*** INFORMATION
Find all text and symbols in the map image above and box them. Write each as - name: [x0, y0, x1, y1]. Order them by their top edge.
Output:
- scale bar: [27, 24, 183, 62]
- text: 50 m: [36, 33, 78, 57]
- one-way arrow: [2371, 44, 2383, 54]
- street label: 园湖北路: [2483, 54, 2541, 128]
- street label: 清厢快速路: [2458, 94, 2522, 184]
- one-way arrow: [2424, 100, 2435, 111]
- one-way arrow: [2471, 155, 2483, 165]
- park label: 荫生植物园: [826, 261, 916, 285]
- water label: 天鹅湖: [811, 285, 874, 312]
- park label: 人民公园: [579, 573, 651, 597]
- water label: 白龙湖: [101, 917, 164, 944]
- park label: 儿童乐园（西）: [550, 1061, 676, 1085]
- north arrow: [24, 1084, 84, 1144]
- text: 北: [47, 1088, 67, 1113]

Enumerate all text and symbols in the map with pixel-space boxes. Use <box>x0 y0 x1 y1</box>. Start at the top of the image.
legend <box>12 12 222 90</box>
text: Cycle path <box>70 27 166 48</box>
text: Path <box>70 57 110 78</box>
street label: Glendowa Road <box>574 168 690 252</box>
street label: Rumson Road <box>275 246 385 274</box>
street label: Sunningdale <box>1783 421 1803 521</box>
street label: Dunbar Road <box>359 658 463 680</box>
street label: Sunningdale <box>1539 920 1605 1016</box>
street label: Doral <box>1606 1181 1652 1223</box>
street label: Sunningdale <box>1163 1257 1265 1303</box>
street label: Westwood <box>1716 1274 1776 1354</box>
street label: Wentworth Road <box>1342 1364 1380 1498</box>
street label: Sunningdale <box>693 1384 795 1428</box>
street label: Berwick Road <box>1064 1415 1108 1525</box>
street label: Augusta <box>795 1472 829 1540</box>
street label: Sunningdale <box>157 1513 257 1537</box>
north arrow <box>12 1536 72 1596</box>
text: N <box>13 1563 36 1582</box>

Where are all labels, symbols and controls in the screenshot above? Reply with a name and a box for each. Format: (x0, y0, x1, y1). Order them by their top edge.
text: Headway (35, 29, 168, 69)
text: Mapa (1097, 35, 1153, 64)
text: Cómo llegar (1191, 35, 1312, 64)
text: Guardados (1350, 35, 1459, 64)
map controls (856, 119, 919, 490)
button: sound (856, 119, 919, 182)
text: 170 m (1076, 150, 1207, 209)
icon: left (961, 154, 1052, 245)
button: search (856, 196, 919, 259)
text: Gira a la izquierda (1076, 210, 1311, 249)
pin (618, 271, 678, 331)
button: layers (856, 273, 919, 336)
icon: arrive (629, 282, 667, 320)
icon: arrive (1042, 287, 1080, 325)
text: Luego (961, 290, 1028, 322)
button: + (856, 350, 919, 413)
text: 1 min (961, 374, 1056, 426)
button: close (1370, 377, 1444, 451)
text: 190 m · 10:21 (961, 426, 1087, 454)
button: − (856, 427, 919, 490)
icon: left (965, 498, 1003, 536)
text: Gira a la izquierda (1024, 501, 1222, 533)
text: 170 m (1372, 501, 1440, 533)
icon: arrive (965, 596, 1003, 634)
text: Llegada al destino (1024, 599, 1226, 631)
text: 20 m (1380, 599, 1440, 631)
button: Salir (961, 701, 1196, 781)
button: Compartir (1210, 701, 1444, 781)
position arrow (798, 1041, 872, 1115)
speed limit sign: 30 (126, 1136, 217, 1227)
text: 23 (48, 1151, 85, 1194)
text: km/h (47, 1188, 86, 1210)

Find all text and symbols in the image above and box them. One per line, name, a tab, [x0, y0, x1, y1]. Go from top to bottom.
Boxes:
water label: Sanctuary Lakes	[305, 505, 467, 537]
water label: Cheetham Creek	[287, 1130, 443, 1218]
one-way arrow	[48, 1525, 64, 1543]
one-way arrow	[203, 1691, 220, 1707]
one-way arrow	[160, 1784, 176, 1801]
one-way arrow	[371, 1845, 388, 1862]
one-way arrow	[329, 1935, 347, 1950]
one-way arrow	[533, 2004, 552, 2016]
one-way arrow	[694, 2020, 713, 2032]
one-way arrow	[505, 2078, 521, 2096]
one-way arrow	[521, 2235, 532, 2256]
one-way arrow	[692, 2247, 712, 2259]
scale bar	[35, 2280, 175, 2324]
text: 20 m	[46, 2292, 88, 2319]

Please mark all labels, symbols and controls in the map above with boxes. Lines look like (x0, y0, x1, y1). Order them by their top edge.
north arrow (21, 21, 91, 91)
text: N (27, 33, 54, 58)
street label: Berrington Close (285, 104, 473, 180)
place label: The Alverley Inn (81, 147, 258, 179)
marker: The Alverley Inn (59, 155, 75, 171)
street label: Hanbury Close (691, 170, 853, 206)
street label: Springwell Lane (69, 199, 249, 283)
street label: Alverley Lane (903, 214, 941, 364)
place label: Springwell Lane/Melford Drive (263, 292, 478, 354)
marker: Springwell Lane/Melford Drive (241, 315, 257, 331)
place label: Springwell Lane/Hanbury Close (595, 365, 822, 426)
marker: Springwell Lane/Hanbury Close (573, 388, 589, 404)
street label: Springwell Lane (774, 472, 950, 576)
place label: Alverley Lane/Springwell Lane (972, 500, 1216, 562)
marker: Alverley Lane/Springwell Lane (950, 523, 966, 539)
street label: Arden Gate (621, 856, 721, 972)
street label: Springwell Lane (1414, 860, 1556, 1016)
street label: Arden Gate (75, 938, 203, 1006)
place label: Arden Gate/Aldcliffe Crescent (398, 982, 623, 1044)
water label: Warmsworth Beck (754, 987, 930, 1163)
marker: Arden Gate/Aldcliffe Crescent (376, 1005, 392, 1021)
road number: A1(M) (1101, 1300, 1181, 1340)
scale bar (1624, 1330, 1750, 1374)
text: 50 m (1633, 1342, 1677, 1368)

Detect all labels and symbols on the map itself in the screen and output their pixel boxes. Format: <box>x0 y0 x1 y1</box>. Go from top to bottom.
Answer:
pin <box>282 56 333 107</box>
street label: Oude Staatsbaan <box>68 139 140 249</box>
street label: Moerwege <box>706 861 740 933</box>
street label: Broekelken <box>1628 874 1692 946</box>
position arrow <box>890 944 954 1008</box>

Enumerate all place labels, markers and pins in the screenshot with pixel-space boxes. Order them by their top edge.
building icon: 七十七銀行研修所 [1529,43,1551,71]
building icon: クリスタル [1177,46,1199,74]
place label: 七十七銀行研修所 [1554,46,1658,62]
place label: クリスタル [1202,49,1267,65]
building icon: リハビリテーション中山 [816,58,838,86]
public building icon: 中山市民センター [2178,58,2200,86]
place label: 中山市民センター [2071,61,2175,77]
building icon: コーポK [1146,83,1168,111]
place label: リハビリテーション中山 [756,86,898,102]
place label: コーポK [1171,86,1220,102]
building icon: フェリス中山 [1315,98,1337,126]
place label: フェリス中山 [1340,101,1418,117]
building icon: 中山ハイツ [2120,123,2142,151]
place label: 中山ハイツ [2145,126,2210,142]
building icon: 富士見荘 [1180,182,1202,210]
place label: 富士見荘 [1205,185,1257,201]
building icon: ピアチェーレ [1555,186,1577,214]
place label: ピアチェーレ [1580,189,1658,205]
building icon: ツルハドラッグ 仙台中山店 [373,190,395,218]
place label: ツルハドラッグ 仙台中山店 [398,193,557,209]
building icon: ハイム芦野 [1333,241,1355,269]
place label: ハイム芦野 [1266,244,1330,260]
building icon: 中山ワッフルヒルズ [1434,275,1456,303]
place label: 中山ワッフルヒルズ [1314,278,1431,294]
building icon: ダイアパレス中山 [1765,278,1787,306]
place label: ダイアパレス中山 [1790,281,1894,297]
******
> **WORK REQUEST**
Set down the data in full, word for word.

> **EXERCISE RESULT**
Find all text and symbols in the map image above and box them. Write each as - name: [x0, y0, x1, y1]. Order them by their top edge.
Output:
- scale bar: [27, 24, 183, 62]
- text: 50 m: [36, 33, 78, 57]
- one-way arrow: [2371, 44, 2383, 54]
- street label: 园湖北路: [2483, 54, 2541, 128]
- street label: 清厢快速路: [2458, 94, 2522, 184]
- one-way arrow: [2424, 100, 2435, 111]
- one-way arrow: [2471, 155, 2483, 165]
- park label: 荫生植物园: [826, 261, 916, 285]
- water label: 天鹅湖: [811, 285, 874, 312]
- park label: 人民公园: [579, 573, 651, 597]
- water label: 白龙湖: [101, 917, 164, 944]
- park label: 儿童乐园（西）: [550, 1061, 676, 1085]
- north arrow: [24, 1084, 84, 1144]
- text: 北: [47, 1088, 67, 1113]

Enumerate all text and symbols in the map with pixel-space boxes. Use <box>x0 y0 x1 y1</box>. Start at the top of the image.
legend <box>12 12 222 90</box>
text: Cycle path <box>70 27 166 48</box>
text: Path <box>70 57 110 78</box>
street label: Glendowa Road <box>574 168 690 252</box>
street label: Rumson Road <box>275 246 385 274</box>
street label: Sunningdale <box>1783 421 1803 521</box>
street label: Dunbar Road <box>359 658 463 680</box>
street label: Sunningdale <box>1539 920 1605 1016</box>
street label: Doral <box>1606 1181 1652 1223</box>
street label: Sunningdale <box>1163 1257 1265 1303</box>
street label: Westwood <box>1716 1274 1776 1354</box>
street label: Wentworth Road <box>1342 1364 1380 1498</box>
street label: Sunningdale <box>693 1384 795 1428</box>
street label: Berwick Road <box>1064 1415 1108 1525</box>
street label: Augusta <box>795 1472 829 1540</box>
street label: Sunningdale <box>157 1513 257 1537</box>
north arrow <box>12 1536 72 1596</box>
text: N <box>13 1563 36 1582</box>

Where are all labels, symbols and controls in the screenshot above? Reply with a name and a box for each. Format: (x0, y0, x1, y1). Order them by their top edge.
text: Headway (35, 29, 168, 69)
text: Mapa (1097, 35, 1153, 64)
text: Cómo llegar (1191, 35, 1312, 64)
text: Guardados (1350, 35, 1459, 64)
map controls (856, 119, 919, 490)
button: sound (856, 119, 919, 182)
text: 170 m (1076, 150, 1207, 209)
icon: left (961, 154, 1052, 245)
button: search (856, 196, 919, 259)
text: Gira a la izquierda (1076, 210, 1311, 249)
pin (618, 271, 678, 331)
button: layers (856, 273, 919, 336)
icon: arrive (629, 282, 667, 320)
icon: arrive (1042, 287, 1080, 325)
text: Luego (961, 290, 1028, 322)
button: + (856, 350, 919, 413)
text: 1 min (961, 374, 1056, 426)
button: close (1370, 377, 1444, 451)
text: 190 m · 10:21 (961, 426, 1087, 454)
button: − (856, 427, 919, 490)
icon: left (965, 498, 1003, 536)
text: Gira a la izquierda (1024, 501, 1222, 533)
text: 170 m (1372, 501, 1440, 533)
icon: arrive (965, 596, 1003, 634)
text: Llegada al destino (1024, 599, 1226, 631)
text: 20 m (1380, 599, 1440, 631)
button: Salir (961, 701, 1196, 781)
button: Compartir (1210, 701, 1444, 781)
position arrow (798, 1041, 872, 1115)
speed limit sign: 30 (126, 1136, 217, 1227)
text: 23 (48, 1151, 85, 1194)
text: km/h (47, 1188, 86, 1210)

Find all text and symbols in the image above and box them. One per line, name, a tab, [x0, y0, x1, y1]. Go from top to bottom.
Boxes:
water label: Sanctuary Lakes	[305, 505, 467, 537]
water label: Cheetham Creek	[287, 1130, 443, 1218]
one-way arrow	[48, 1525, 64, 1543]
one-way arrow	[203, 1691, 220, 1707]
one-way arrow	[160, 1784, 176, 1801]
one-way arrow	[371, 1845, 388, 1862]
one-way arrow	[329, 1935, 347, 1950]
one-way arrow	[533, 2004, 552, 2016]
one-way arrow	[694, 2020, 713, 2032]
one-way arrow	[505, 2078, 521, 2096]
one-way arrow	[521, 2235, 532, 2256]
one-way arrow	[692, 2247, 712, 2259]
scale bar	[35, 2280, 175, 2324]
text: 20 m	[46, 2292, 88, 2319]

Please mark all labels, symbols and controls in the map above with boxes. Lines look like (x0, y0, x1, y1). Order them by their top edge.
north arrow (21, 21, 91, 91)
text: N (27, 33, 54, 58)
street label: Berrington Close (285, 104, 473, 180)
place label: The Alverley Inn (81, 147, 258, 179)
marker: The Alverley Inn (59, 155, 75, 171)
street label: Hanbury Close (691, 170, 853, 206)
street label: Springwell Lane (69, 199, 249, 283)
street label: Alverley Lane (903, 214, 941, 364)
place label: Springwell Lane/Melford Drive (263, 292, 478, 354)
marker: Springwell Lane/Melford Drive (241, 315, 257, 331)
place label: Springwell Lane/Hanbury Close (595, 365, 822, 426)
marker: Springwell Lane/Hanbury Close (573, 388, 589, 404)
street label: Springwell Lane (774, 472, 950, 576)
place label: Alverley Lane/Springwell Lane (972, 500, 1216, 562)
marker: Alverley Lane/Springwell Lane (950, 523, 966, 539)
street label: Arden Gate (621, 856, 721, 972)
street label: Springwell Lane (1414, 860, 1556, 1016)
street label: Arden Gate (75, 938, 203, 1006)
place label: Arden Gate/Aldcliffe Crescent (398, 982, 623, 1044)
water label: Warmsworth Beck (754, 987, 930, 1163)
marker: Arden Gate/Aldcliffe Crescent (376, 1005, 392, 1021)
road number: A1(M) (1101, 1300, 1181, 1340)
scale bar (1624, 1330, 1750, 1374)
text: 50 m (1633, 1342, 1677, 1368)

Detect all labels and symbols on the map itself in the screen and output their pixel boxes. Format: <box>x0 y0 x1 y1</box>. Go from top to bottom.
Answer:
pin <box>282 56 333 107</box>
street label: Oude Staatsbaan <box>68 139 140 249</box>
street label: Moerwege <box>706 861 740 933</box>
street label: Broekelken <box>1628 874 1692 946</box>
position arrow <box>890 944 954 1008</box>

Enumerate all place labels, markers and pins in the screenshot with pixel-space boxes. Order them by their top edge.
building icon: 七十七銀行研修所 [1529,43,1551,71]
building icon: クリスタル [1177,46,1199,74]
place label: 七十七銀行研修所 [1554,46,1658,62]
place label: クリスタル [1202,49,1267,65]
building icon: リハビリテーション中山 [816,58,838,86]
public building icon: 中山市民センター [2178,58,2200,86]
place label: 中山市民センター [2071,61,2175,77]
building icon: コーポK [1146,83,1168,111]
place label: リハビリテーション中山 [756,86,898,102]
place label: コーポK [1171,86,1220,102]
building icon: フェリス中山 [1315,98,1337,126]
place label: フェリス中山 [1340,101,1418,117]
building icon: 中山ハイツ [2120,123,2142,151]
place label: 中山ハイツ [2145,126,2210,142]
building icon: 富士見荘 [1180,182,1202,210]
place label: 富士見荘 [1205,185,1257,201]
building icon: ピアチェーレ [1555,186,1577,214]
place label: ピアチェーレ [1580,189,1658,205]
building icon: ツルハドラッグ 仙台中山店 [373,190,395,218]
place label: ツルハドラッグ 仙台中山店 [398,193,557,209]
building icon: ハイム芦野 [1333,241,1355,269]
place label: ハイム芦野 [1266,244,1330,260]
building icon: 中山ワッフルヒルズ [1434,275,1456,303]
place label: 中山ワッフルヒルズ [1314,278,1431,294]
building icon: ダイアパレス中山 [1765,278,1787,306]
place label: ダイアパレス中山 [1790,281,1894,297]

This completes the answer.